Writing about writing about eating.

Well, I got there in the end. I sent in my competition entry with a day to spare. Now what I can’t do is post that entry here because it is a competition for unpublished work, so if I showed you I’d then have to kill you, which might get complicated. Not least because I doubt I’d be very good at killing someone; a combination of effort, mess and guilt would do it for me. What I suppose I can say is that the piece was for a Sunday Times competition in honour of AA Gill and which is designed to lure out aspiring writers: specifically food writers who have never been published. I’m not a food writer but I can spell lots of different types of food and I eat pretty much every day, so so far so good.

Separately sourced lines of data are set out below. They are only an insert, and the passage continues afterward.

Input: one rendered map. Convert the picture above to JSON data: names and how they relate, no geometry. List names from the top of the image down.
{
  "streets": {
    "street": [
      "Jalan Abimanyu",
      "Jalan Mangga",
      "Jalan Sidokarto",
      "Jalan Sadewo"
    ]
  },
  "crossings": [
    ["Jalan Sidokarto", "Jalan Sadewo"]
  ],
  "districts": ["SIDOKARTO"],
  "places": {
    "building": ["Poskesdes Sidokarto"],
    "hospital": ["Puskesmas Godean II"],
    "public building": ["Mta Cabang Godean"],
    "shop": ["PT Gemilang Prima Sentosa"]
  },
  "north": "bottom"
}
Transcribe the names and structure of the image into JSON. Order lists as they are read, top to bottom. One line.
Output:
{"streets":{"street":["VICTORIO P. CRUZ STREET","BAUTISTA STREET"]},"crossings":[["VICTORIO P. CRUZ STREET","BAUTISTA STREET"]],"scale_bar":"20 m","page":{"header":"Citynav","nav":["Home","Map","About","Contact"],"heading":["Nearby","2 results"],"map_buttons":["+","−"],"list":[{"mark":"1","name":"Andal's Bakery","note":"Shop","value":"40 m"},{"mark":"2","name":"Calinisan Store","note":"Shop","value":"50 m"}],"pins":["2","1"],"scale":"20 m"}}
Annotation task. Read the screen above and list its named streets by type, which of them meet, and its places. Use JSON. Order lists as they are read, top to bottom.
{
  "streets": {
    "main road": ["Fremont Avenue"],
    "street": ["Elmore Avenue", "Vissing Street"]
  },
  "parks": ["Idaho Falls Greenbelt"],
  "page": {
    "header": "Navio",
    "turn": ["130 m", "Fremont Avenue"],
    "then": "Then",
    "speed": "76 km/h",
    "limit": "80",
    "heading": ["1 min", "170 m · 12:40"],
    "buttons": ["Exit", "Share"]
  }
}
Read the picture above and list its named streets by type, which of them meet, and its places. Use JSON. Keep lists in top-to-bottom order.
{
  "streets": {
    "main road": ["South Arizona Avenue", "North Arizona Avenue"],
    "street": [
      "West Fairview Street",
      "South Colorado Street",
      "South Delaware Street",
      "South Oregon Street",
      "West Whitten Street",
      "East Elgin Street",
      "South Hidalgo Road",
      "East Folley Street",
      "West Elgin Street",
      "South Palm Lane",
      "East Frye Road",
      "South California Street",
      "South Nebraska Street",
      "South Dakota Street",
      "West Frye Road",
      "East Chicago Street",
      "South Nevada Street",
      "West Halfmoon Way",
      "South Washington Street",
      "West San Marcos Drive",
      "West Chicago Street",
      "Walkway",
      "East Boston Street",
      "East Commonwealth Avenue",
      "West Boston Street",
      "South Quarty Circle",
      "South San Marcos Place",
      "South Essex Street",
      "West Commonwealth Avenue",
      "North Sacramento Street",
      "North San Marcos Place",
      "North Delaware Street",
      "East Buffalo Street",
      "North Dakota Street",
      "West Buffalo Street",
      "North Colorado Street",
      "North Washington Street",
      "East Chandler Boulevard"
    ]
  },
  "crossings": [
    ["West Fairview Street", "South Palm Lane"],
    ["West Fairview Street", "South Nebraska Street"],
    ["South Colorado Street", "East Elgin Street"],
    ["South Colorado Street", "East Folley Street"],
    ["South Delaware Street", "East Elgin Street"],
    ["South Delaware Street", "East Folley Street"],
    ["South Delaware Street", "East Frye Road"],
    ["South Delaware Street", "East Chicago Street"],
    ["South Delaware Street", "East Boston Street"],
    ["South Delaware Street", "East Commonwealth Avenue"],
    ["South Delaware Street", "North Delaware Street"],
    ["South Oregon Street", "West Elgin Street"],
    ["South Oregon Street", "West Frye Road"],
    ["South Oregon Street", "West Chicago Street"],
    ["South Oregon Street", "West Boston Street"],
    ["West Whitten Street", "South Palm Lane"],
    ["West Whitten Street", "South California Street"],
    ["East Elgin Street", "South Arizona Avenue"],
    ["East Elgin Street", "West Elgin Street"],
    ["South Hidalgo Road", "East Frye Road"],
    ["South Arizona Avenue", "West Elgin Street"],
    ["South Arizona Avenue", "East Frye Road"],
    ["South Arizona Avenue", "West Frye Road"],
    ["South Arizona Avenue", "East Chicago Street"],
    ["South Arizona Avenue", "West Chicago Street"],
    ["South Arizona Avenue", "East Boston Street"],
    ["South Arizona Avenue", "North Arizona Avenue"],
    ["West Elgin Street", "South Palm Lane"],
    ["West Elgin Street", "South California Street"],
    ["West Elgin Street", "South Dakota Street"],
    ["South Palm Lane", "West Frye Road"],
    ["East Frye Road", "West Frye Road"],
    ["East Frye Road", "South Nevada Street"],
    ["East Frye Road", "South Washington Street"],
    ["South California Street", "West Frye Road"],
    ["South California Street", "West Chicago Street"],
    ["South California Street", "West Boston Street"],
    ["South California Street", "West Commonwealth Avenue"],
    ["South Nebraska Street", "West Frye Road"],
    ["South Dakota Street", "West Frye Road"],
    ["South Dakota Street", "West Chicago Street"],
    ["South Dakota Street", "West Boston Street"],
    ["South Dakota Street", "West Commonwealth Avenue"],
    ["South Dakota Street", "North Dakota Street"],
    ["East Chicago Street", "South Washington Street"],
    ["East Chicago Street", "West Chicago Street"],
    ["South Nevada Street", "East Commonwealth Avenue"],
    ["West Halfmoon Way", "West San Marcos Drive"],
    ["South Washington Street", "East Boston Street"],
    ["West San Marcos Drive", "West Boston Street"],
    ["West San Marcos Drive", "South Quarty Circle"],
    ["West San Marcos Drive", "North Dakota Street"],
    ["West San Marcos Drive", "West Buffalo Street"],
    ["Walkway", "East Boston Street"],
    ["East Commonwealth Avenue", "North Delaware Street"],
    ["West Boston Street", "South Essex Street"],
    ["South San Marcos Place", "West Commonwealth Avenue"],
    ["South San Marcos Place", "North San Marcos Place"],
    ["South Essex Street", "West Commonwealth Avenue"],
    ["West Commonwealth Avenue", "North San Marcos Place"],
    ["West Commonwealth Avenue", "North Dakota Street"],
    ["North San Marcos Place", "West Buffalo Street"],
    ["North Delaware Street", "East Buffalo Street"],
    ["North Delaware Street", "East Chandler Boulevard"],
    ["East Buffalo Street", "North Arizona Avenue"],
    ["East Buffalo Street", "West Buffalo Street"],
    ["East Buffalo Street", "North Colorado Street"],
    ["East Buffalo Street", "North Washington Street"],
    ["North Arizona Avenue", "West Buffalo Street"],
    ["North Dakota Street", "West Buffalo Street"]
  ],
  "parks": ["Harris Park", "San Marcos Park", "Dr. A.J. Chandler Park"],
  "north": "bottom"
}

But even then I didn’t realise quite how hard I would find it, especially since I had 5 weeks to get my shit together. Eventually I decided that I would write a critique of MasterChef, because I think it’s become really crap (or just more crap, discuss), and so soaked up as many episodes as possible but all that did was convince me that it has become so enormously crap that it’s not worth writing about anymore. And I, as you know, quite relish the idea of writing about crap. Or is it just crap writing I relish? Anyway, my tall friend from work was wrong; MasterChef is worse than ever, and that really is an accomplishment.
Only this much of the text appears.